Exercise input below:
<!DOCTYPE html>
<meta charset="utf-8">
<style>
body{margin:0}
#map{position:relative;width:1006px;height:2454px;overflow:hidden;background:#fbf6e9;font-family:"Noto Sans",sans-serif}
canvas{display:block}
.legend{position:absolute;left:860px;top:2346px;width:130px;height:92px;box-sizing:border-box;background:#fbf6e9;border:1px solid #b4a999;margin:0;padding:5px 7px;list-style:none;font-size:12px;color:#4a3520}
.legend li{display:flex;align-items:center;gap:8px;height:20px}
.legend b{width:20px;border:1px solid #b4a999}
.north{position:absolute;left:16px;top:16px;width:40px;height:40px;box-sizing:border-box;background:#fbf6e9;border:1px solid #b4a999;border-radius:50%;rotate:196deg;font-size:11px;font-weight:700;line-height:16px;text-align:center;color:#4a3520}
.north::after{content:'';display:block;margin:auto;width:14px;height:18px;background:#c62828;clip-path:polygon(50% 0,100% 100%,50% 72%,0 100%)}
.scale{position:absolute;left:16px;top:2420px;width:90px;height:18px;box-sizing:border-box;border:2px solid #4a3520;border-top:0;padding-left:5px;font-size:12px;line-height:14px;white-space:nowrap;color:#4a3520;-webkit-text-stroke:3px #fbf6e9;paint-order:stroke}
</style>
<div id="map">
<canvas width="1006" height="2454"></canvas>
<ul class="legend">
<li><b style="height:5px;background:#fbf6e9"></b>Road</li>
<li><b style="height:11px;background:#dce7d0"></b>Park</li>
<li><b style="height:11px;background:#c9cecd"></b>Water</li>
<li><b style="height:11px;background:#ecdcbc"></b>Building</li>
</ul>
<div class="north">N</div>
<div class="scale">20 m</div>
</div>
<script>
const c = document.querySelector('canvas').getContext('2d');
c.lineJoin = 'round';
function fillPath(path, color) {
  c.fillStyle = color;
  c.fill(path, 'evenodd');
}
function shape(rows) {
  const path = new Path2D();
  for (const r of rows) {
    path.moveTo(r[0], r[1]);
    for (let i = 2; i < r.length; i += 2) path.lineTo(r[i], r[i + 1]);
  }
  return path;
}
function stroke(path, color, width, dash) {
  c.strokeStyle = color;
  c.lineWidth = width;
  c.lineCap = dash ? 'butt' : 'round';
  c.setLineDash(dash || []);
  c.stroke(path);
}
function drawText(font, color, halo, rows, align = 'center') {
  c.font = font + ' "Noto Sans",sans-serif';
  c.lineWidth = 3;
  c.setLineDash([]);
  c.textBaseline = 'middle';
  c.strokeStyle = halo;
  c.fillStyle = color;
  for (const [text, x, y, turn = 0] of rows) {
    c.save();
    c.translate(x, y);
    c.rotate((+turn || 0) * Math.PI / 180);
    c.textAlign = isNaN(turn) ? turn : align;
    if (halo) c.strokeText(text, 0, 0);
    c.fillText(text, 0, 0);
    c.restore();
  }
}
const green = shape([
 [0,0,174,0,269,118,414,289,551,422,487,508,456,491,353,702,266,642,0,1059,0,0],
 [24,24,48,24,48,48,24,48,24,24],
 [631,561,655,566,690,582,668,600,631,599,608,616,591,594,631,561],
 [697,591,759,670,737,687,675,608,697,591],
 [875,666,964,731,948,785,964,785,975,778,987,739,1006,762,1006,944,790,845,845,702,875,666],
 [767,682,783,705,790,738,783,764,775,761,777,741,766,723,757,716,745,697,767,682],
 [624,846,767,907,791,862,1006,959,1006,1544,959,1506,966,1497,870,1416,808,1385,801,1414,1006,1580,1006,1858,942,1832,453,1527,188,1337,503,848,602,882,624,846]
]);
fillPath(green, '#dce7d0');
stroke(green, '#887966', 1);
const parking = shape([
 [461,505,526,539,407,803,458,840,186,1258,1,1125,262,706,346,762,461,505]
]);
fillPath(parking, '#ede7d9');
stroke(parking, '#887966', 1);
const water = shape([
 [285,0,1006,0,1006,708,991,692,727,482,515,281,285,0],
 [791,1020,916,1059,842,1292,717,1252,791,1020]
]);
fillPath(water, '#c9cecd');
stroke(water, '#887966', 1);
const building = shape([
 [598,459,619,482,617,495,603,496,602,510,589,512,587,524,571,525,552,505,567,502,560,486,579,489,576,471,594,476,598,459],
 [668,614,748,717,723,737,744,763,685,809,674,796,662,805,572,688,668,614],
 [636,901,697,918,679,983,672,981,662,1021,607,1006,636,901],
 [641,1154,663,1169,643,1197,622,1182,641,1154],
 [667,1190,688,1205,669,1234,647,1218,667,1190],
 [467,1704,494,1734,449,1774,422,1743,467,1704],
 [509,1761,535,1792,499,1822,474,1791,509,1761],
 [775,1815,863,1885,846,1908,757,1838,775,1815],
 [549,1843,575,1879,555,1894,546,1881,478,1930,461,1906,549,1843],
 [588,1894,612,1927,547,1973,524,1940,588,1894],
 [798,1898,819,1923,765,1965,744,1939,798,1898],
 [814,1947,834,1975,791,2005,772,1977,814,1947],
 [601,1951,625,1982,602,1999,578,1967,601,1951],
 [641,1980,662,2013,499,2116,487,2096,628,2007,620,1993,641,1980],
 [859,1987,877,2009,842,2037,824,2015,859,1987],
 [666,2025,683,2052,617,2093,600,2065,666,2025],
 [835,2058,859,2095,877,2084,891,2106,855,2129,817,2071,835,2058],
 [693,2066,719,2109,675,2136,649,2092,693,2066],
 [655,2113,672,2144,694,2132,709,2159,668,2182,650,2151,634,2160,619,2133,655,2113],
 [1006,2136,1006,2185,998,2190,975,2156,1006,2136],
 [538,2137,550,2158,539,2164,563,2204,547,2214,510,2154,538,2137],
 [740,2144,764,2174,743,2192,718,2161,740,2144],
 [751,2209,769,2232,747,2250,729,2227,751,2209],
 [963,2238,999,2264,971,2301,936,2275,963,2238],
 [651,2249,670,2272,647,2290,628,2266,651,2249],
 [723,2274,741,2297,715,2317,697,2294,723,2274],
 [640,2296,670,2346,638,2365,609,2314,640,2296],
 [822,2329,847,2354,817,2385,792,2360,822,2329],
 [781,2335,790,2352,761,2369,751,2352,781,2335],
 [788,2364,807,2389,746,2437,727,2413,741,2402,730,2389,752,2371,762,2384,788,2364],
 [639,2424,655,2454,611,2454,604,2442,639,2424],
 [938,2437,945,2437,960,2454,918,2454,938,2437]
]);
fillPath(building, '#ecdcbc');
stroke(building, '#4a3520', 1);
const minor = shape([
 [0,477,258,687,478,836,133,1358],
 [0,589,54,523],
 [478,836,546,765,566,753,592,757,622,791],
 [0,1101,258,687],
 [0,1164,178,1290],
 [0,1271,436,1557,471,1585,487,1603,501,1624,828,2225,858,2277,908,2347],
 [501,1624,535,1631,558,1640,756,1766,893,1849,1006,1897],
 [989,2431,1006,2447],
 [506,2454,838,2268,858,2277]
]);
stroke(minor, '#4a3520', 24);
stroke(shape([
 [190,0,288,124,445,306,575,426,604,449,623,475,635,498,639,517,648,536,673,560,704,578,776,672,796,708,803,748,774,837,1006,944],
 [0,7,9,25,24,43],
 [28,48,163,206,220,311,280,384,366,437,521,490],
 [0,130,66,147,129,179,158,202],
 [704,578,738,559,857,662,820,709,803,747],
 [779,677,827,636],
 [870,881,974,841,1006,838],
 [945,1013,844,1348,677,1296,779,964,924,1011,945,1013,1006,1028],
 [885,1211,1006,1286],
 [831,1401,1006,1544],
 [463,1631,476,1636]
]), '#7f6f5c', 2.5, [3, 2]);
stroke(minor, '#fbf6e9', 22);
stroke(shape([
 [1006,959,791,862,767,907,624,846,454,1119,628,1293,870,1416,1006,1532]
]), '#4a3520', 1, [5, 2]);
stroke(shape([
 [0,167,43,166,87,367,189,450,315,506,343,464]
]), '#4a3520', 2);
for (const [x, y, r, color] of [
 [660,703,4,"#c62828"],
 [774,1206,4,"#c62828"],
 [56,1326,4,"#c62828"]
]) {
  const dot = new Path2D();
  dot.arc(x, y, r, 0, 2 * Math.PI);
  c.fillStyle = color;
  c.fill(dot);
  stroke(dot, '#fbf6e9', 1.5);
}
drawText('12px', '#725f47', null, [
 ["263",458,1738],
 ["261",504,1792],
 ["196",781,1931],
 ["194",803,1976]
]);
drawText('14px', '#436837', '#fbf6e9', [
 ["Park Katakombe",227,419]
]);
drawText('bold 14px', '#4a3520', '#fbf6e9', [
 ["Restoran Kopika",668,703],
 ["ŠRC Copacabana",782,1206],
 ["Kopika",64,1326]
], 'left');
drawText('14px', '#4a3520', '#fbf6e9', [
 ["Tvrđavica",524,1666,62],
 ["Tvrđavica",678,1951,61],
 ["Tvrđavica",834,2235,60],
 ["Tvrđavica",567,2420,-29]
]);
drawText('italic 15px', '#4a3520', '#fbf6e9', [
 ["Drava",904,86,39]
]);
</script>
End of Exercise input.
• Work instruction: Answer with the number alone after tallying the lines of the entries above that contain the word "halo".

• Response to the task: 3